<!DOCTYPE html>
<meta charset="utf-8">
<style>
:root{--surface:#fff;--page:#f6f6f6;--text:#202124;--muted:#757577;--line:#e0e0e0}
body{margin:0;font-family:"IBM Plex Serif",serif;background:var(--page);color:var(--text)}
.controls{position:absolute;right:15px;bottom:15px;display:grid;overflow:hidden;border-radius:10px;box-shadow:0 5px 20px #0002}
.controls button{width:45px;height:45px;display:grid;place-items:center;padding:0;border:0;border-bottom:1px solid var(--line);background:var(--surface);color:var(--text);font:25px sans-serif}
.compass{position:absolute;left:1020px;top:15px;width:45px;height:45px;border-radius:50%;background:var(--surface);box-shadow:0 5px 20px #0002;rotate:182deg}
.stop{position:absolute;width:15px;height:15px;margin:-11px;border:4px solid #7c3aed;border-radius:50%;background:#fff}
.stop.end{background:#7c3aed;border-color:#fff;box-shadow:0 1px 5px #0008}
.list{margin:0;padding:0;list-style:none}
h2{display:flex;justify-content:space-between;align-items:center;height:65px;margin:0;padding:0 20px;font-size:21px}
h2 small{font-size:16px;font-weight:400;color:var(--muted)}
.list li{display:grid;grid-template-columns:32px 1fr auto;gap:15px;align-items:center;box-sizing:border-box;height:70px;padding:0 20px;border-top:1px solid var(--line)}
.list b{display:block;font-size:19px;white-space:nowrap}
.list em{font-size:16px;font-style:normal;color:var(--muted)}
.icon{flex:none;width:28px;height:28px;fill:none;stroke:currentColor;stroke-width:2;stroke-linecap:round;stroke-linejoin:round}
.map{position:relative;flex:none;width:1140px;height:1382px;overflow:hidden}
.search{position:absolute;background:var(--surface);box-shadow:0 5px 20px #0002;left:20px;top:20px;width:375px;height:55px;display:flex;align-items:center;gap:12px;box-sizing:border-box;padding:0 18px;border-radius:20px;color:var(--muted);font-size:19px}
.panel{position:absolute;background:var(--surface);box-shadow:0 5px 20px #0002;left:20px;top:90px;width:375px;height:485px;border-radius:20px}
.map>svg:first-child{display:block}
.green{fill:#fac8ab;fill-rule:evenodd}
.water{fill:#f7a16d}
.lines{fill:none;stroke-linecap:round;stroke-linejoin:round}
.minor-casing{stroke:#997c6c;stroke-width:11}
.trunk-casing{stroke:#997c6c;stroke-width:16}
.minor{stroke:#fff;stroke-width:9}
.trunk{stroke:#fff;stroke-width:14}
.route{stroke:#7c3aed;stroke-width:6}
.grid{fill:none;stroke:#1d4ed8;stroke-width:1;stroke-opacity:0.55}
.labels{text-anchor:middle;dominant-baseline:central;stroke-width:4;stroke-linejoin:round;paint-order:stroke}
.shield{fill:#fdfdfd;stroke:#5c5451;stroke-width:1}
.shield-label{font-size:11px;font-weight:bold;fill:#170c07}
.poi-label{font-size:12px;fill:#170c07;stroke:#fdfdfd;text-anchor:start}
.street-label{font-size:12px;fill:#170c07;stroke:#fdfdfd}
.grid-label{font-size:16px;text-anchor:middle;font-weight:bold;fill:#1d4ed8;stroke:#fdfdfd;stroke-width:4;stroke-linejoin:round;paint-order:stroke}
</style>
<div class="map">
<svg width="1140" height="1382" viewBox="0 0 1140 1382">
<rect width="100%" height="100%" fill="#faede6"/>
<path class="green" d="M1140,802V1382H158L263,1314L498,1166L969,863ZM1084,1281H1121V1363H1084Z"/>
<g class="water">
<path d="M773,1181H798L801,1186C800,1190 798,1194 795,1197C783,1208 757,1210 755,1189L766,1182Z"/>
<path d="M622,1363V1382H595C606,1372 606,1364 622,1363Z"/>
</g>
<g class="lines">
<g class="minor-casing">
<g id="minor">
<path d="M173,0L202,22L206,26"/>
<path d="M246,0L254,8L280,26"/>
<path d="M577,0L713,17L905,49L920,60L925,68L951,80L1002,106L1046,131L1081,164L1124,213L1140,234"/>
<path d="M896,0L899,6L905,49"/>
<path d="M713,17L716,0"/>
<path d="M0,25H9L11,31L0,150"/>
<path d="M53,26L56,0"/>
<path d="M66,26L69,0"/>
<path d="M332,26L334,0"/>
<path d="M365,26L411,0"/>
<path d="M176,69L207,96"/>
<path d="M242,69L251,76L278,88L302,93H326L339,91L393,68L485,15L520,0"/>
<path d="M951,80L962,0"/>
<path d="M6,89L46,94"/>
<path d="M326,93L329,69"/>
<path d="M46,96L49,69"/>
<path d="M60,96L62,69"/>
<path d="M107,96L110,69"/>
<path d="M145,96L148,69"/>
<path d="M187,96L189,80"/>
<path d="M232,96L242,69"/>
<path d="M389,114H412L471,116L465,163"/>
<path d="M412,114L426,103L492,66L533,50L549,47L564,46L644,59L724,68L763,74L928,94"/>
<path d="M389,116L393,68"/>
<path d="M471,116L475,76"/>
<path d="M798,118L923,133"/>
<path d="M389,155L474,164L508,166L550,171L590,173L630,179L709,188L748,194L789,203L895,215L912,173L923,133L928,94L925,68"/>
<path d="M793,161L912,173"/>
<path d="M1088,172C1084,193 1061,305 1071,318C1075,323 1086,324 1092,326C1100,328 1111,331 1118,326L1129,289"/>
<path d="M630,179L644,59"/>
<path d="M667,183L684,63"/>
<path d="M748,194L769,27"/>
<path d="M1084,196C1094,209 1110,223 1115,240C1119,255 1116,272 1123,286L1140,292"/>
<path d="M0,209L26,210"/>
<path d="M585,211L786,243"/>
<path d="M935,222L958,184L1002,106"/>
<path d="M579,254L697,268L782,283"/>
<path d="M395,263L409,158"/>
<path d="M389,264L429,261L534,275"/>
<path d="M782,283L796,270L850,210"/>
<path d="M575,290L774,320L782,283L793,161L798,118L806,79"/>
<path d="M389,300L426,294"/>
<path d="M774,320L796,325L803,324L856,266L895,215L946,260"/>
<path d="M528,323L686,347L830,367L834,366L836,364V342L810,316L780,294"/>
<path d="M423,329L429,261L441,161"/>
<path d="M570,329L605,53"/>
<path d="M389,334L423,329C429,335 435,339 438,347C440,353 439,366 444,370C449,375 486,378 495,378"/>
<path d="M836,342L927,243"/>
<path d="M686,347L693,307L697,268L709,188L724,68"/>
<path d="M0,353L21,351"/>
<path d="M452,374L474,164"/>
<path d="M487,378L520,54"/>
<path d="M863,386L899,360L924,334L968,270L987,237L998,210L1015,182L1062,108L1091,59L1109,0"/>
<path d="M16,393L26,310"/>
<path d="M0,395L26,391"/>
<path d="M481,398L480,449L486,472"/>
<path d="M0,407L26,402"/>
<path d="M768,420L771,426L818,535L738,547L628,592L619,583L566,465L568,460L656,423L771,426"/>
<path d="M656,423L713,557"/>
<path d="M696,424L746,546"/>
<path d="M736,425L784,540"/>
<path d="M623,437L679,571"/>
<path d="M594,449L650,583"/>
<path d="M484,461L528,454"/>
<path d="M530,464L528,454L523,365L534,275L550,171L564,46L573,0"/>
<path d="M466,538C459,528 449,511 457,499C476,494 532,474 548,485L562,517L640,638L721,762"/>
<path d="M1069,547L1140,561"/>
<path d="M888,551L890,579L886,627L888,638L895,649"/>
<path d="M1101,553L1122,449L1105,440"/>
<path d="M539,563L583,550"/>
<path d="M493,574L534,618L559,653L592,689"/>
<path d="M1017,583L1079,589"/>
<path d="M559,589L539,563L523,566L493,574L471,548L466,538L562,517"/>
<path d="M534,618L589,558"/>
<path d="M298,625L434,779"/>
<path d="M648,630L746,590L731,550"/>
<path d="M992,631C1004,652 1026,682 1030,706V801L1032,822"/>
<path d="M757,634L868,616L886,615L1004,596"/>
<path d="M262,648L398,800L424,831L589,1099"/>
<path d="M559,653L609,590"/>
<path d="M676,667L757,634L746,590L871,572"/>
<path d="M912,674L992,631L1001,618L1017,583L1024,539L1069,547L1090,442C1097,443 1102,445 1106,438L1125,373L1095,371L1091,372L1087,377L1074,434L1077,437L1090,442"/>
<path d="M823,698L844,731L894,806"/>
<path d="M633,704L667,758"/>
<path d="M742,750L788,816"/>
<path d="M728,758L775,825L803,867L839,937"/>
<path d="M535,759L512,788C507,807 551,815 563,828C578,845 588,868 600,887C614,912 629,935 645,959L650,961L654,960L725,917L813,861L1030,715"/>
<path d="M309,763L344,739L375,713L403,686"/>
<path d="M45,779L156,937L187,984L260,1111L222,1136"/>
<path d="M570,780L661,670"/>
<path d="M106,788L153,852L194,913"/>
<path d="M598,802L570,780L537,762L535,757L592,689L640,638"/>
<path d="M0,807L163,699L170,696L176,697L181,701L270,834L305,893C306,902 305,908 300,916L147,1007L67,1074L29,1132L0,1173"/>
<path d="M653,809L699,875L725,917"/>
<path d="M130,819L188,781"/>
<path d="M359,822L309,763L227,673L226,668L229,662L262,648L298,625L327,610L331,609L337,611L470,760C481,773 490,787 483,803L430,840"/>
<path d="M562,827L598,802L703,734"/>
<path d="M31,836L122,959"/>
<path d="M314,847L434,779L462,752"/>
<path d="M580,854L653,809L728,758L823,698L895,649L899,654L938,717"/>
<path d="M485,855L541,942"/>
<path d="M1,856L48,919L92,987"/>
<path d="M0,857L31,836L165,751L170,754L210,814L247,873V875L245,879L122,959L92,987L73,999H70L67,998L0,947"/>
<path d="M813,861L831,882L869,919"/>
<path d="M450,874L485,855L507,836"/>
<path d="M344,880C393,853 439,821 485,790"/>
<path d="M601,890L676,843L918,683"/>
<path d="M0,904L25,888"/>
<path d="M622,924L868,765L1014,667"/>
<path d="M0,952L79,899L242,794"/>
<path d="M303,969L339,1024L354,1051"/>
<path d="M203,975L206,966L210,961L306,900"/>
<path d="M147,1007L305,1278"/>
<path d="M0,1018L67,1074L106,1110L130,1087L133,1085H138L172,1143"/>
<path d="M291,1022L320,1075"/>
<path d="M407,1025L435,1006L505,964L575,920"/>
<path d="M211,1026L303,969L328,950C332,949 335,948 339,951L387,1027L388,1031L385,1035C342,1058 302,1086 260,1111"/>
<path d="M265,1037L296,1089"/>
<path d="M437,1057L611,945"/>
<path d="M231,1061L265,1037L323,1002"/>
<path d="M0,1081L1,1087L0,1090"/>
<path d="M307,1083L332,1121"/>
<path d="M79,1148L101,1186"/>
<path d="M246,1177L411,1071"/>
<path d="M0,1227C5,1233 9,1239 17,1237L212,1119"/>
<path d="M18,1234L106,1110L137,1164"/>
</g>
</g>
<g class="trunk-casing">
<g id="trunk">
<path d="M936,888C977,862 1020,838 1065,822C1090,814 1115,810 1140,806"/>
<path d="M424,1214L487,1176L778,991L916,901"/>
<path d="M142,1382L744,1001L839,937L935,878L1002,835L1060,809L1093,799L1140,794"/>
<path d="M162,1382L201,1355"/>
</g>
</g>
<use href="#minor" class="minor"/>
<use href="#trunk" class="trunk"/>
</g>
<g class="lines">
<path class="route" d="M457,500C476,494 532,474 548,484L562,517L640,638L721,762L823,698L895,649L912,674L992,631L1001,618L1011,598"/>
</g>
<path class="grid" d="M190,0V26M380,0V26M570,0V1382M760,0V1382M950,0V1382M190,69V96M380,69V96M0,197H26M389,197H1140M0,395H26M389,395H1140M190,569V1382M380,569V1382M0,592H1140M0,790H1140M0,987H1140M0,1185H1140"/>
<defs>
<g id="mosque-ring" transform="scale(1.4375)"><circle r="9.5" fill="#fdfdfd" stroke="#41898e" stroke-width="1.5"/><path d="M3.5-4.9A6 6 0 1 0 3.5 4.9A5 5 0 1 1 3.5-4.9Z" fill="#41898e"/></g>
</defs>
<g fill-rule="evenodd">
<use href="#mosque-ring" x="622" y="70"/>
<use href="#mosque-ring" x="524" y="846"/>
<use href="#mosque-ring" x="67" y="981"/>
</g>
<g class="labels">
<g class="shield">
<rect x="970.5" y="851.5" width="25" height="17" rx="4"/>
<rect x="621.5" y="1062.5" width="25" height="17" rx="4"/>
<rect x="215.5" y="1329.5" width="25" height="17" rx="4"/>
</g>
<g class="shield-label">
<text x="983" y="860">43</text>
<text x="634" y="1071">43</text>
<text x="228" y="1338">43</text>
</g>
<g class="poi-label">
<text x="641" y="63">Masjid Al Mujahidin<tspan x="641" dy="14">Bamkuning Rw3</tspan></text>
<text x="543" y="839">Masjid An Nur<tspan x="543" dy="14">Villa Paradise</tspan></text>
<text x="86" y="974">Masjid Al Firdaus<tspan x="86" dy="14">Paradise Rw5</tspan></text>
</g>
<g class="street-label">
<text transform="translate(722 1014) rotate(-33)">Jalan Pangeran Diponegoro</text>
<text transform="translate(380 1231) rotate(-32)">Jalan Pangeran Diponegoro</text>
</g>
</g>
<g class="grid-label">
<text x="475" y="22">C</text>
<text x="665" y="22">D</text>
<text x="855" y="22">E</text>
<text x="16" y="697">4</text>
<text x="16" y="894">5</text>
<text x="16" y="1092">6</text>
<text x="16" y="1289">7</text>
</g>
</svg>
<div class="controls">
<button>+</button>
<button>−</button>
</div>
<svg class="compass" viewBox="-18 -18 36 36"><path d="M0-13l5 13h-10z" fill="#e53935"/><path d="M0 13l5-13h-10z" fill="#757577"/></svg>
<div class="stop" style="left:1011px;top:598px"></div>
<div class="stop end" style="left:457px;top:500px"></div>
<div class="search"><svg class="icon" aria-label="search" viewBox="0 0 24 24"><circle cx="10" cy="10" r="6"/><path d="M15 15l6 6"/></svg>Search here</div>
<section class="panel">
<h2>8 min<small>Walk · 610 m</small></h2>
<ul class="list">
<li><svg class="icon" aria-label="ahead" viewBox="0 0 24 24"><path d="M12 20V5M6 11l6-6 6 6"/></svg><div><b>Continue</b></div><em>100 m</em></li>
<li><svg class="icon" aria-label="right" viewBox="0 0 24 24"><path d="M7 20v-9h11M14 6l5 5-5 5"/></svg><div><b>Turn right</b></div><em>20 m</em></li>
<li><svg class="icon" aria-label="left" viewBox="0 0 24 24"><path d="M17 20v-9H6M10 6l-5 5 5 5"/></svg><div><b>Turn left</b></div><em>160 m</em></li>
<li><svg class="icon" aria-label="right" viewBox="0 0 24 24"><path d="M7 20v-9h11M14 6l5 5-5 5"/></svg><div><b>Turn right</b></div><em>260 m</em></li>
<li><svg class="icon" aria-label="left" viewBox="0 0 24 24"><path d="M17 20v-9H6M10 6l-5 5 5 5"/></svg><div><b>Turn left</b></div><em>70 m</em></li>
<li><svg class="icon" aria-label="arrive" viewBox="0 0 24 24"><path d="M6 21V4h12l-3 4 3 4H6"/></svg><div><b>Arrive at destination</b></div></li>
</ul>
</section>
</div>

### Task requirements
Which lines above include the string "compass"? Show them.

### Answer to the exercise
.compass{position:absolute;left:1020px;top:15px;width:45px;height:45px;border-radius:50%;background:var(--surface);box-shadow:0 5px 20px #0002;rotate:182deg}
<svg class="compass" viewBox="-18 -18 36 36"><path d="M0-13l5 13h-10z" fill="#e53935"/><path d="M0 13l5-13h-10z" fill="#757577"/></svg>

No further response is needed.